Tracking¶

Overview & Usage¶

Note

EXPERIMENTAL, USE AT YOUR OWN RISK, APIs SUBJECT TO CHANGE

In TorchX applications are binaries (executables), hence there is no built-in way to “return” results from applications. The torchx.runtime.tracking module allows applications to return simple results (note the keyword “simple”). The return types that the tracker module supports are intentionally constrained. For instance, attempting to return the trained model weights, which can be hundreds of GB in size, is not allowed. This module is NOT intended nor tuned to pass around large quantities of data or binary blobs.

When apps are launched as part of a higher level coordinated effort (e.g. workflow, pipeline, hyper-parameter optimization) often times, the result of the app needs to be accessible to the coordinator or other apps in the workflow.
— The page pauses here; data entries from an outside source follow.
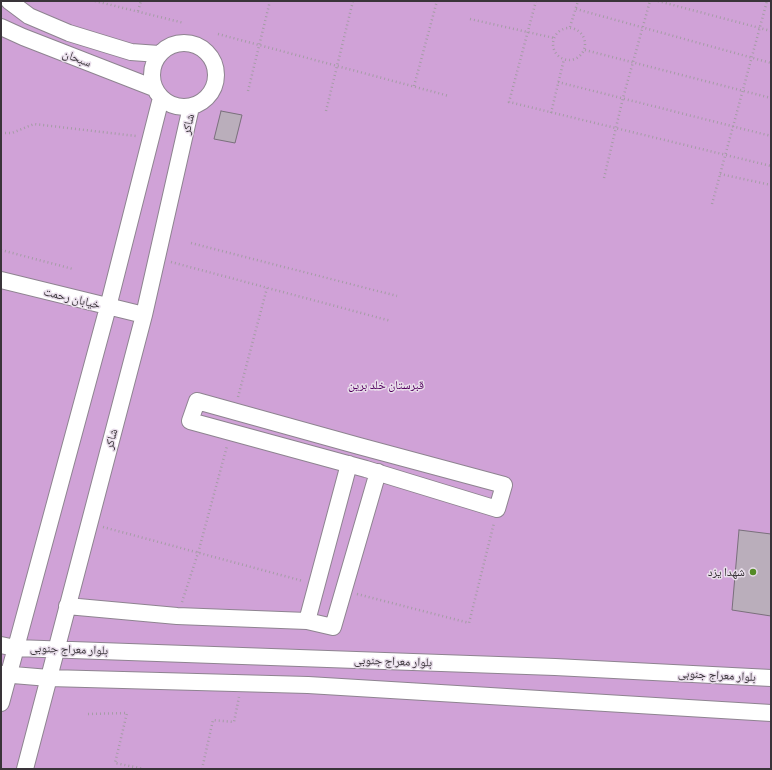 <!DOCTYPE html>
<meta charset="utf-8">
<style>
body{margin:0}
#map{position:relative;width:772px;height:770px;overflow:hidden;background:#e9deeb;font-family:Barlow,sans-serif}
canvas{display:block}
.frame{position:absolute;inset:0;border:2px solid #393439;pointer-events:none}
</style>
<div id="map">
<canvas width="772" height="770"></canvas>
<div class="frame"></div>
</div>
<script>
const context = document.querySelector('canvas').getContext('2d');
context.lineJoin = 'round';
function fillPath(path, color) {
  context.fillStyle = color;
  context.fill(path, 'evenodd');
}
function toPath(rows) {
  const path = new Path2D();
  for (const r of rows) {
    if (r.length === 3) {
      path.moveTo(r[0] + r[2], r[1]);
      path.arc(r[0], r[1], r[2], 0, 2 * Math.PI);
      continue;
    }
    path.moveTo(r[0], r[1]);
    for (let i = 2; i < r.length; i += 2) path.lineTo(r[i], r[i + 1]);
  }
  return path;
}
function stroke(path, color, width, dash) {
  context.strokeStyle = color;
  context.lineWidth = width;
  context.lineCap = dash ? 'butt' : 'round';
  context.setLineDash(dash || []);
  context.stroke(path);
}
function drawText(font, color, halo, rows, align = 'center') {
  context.font = font + ' Barlow,"Noto Naskh Arabic",sans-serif';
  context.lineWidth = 3;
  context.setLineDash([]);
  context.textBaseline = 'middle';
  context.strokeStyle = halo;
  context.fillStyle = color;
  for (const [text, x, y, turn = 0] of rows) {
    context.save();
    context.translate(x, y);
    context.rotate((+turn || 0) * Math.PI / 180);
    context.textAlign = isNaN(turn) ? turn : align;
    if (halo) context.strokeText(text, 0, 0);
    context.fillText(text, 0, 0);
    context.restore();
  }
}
const green = toPath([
 [1,1,771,1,771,769,1,769]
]);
const building = toPath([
 [221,111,242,115,235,143,214,139,221,111],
 [739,530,771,534,771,616,732,610,739,530]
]);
const path = toPath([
 [95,1,184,23],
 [536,1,509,102,771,166],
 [658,1,771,31],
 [576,9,771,63],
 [138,11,141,1],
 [470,19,554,38],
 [570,27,578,1],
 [569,44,16],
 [218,34,449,96],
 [585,50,771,98],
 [558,82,771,136],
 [414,86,437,1],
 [248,91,270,1],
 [326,111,353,1],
 [551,113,564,59],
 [1,133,12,133,34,124,136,136],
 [720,174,771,185],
 [604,178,623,98,650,1],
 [712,204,767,1],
 [191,243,397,296],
 [1,250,73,269],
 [171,262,391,321],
 [238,397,267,288],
 [103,527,303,581],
 [357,594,469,623,494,523],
 [182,602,198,553,227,446],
 [88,714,127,713,115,763,144,769],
 [202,769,213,720,234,722,239,697]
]);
const minor = toPath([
 [9,1,29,16,69,33,131,52,159,54],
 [1,27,23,37,154,88],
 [184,75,32],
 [1,280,144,315],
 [197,401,359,446,504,485,497,509,366,469,190,421,197,401],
 [349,464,307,621,333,627,378,472],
 [67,606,177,616,307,621],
 [1,645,15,648,555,667,771,678],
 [1,674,49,678,308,685,771,713],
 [1,703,108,307,161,98],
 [25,769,144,315,191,107]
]);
const markers = [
 [753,572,4,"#548b26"]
];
const streetNames = [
 ["سبحان",77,58,21],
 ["شاکر",188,124,-77],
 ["خیابان رحمت",72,298,14],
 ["شاکر",111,439,-75],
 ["بلوار معراج جنوبی",69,649,2],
 ["بلوار معراج جنوبی",393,661,2],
 ["بلوار معراج جنوبی",717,675,3]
];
const parkNames = [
 ["قبرستان خلد برین",386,385]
];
const poiNames = [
 ["شهدا یزد",745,572]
];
fillPath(green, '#d0a2d7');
fillPath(building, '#baaebb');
stroke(building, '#7a707c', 1);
stroke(minor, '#8e8490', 18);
stroke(path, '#a59ca6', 2.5, [1, 3]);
stroke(minor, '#fff', 16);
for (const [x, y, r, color] of markers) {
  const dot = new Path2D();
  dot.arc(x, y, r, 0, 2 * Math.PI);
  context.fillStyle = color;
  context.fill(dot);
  stroke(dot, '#e9deeb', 1.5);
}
drawText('12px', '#393439', '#e9deeb', streetNames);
drawText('12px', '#52005e', '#e9deeb', parkNames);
drawText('12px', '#393439', '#e9deeb', poiNames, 'right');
</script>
Suppose App1 and App2 are launched sequentially with the output of App1 feeding as input of App2. Since these are binaries the typical way to chain input/outputs between apps is by passing the output file path of App1 as the input file path of App2:

$app1 --output-file s3://foo/out/app1.out$ app2 --input-file s3://foo/out/app1.out


As easy as this may seem, there are a few things one needs to worry about:

1. The format of the file app1.out (app1 needs to write it in the format app2 understands)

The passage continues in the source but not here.